He noted that members of the Quad have not taken steps to fulfil the agreed commitments.

Indeed, while the Quad is the only group that has leverage over Sudan’s factions, their diverging goals currently make it challenging to bring an end to the violence.

Egypt views the SAF as essential for maintaining Sudan’s territorial unity and stability along the Nile valley. For Egypt, a west dominated by the RSF poses significant strategic concerns, and fragmentation in Sudan could lead to further instability extending from Chad to the Red Sea.

Although there are reports Egypt has provided military equipment to the SAF, Cairo states its backing is mostly in the diplomatic realm. In the past, Egypt acknowledged its commitment to “supporting the capabilities of the Sudanese army” and sees upholding the Sudanese army’s authority as critical for aligning with its own military-centred state architecture.

“El-Fasher should be read as a validation of an RSF war economy and supply chain in which Emirati networks are central. It doesn’t mean the UAE owns Hemedti, but an RSF-run Darfur increases Abu Dhabi’s leverage over gold, cross-border corridors, and the western flank of the Red Sea,” Andreas Krieg, associate professor at Kings College London, told The New Arab.

“This is part of what I call Abu Dhabi’s ‘Axis of Secessionists’, a strategy that wins by not being defeated, keeping allies resourced and corridors open, and converting time into leverage.”

Dr Krieg also noted that Egypt occupies a mirror position to Abu Dhabi, having staked its interests on the army’s survival.

“A de facto partition is not Egypt’s preference, since fragile borders, armed economies and Russian or Emirati footprints in Darfur are all headaches, but it may be seen as the lesser evil if the alternative is an RSF march on Khartoum.”

Maxar before and after satellite imagery of the ground scaring of a neighborhood complex in Al Fasher
There is emerging evidence of the systematic killing of as many as 2,000 civilians in El-Fasher by the RSF. [Getty]

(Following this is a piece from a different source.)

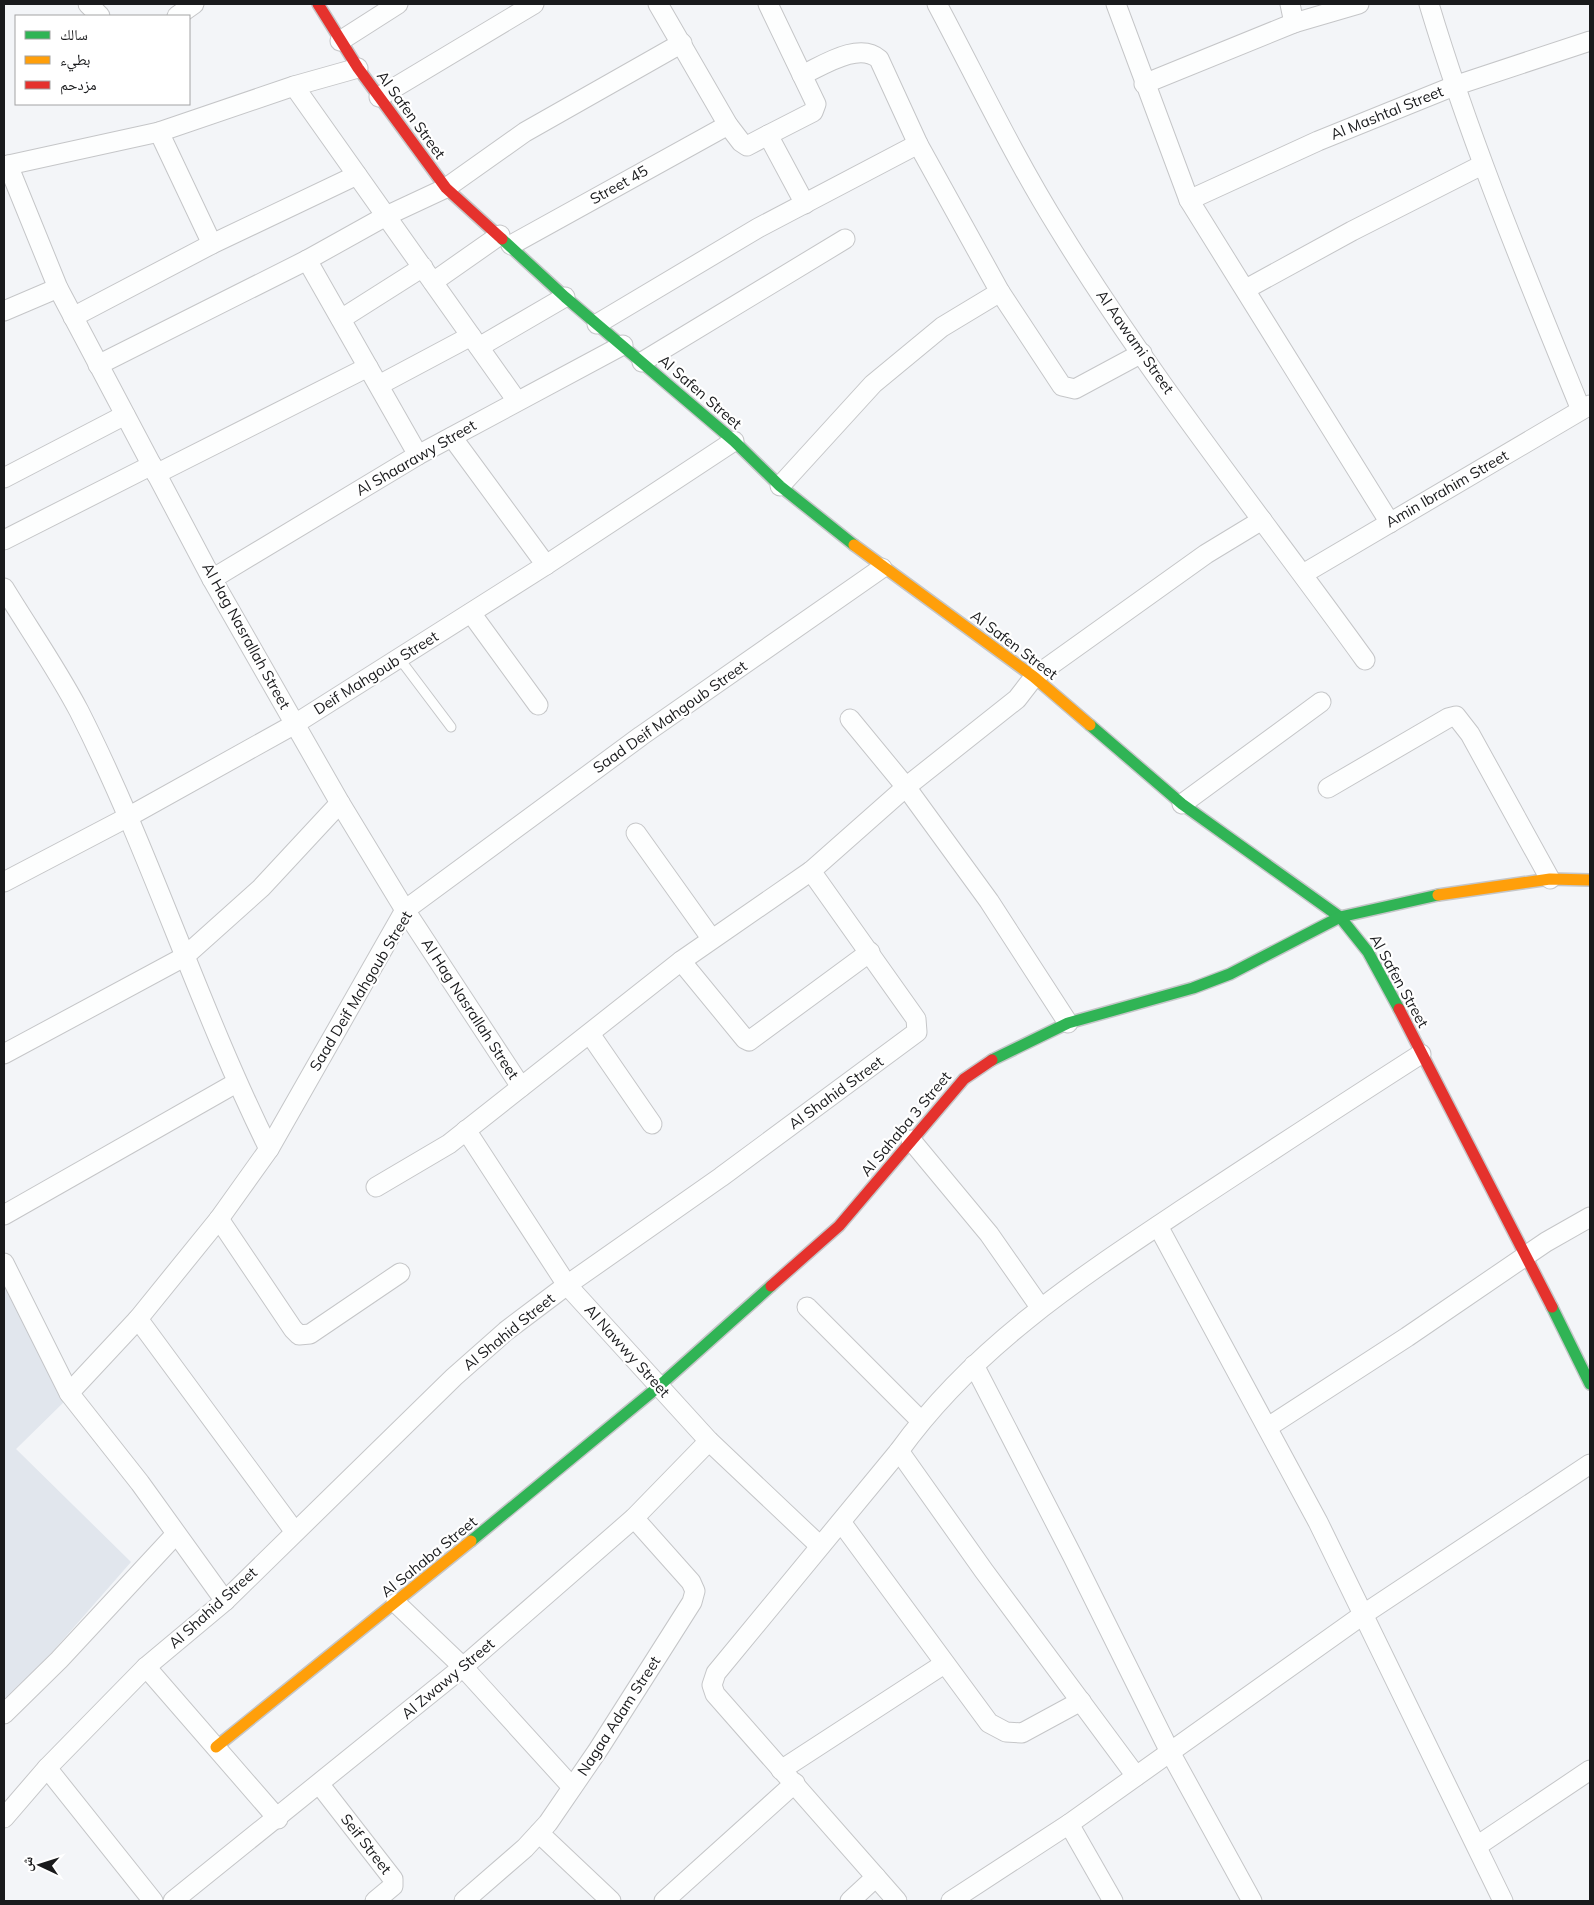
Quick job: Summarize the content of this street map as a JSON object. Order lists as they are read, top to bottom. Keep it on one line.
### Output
{"streets":{"street":["Al Mashtal Street","Al Safen Street","Street 45","Al Aawami Street","Al Shaarawy Street","Amin Ibrahim Street","Al Hag Nasrallah Street","Deif Mahgoub Street","Saad Deif Mahgoub Street","Al Shahid Street","Al Sahaba 3 Street","Al Nawwy Street","Al Sahaba Street","Al Zwawy Street","Nagaa Adam Street","Seif Street"]},"crossings":[["Al Safen Street","Street 45"],["Al Safen Street","Al Shaarawy Street"],["Al Safen Street","Deif Mahgoub Street"],["Al Safen Street","Saad Deif Mahgoub Street"],["Al Safen Street","Al Sahaba 3 Street"],["Al Aawami Street","Amin Ibrahim Street"],["Al Shaarawy Street","Al Hag Nasrallah Street"],["Al Hag Nasrallah Street","Deif Mahgoub Street"],["Al Hag Nasrallah Street","Saad Deif Mahgoub Street"],["Al Shahid Street","Al Nawwy Street"],["Al Sahaba 3 Street","Al Nawwy Street"],["Al Sahaba 3 Street","Al Sahaba Street"],["Al Nawwy Street","Al Sahaba Street"],["Al Nawwy Street","Al Zwawy Street"],["Al Zwawy Street","Nagaa Adam Street"],["Al Zwawy Street","Seif Street"]],"legend":["سالك","بطيء","مزدحم"],"north":"left"}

Saudi Arabia and the United States have tried to steer between these poles, mediating talks in Jeddah and urging restraint, but their influence has waned as both Sudanese factions harden their positions.

Without coherence inside the Quad, the roadmap risks becoming a diplomatic mirage.

“So long as the RSF can hold Darfur and monetise it through gold and cross-border trade, Emirati influence there is self-reinforcing," said Dr Krieg.

"The Quad can still matter, if it acts in concert, by raising the cost of rearmament and turning those same Emirati channels from ones that sustain the RSF into ones that restrain it.”

Riyadh and Washington now face a difficult balancing act: how to maintain the Quad as a credible framework while reining in or mediating their Gulf partner’s unilateralism.

Many analysts argue that unless the UAE curbs material support to the RSF, any ceasefire will be meaningless. For now, the Quad’s unity is more rhetorical than anything substantial.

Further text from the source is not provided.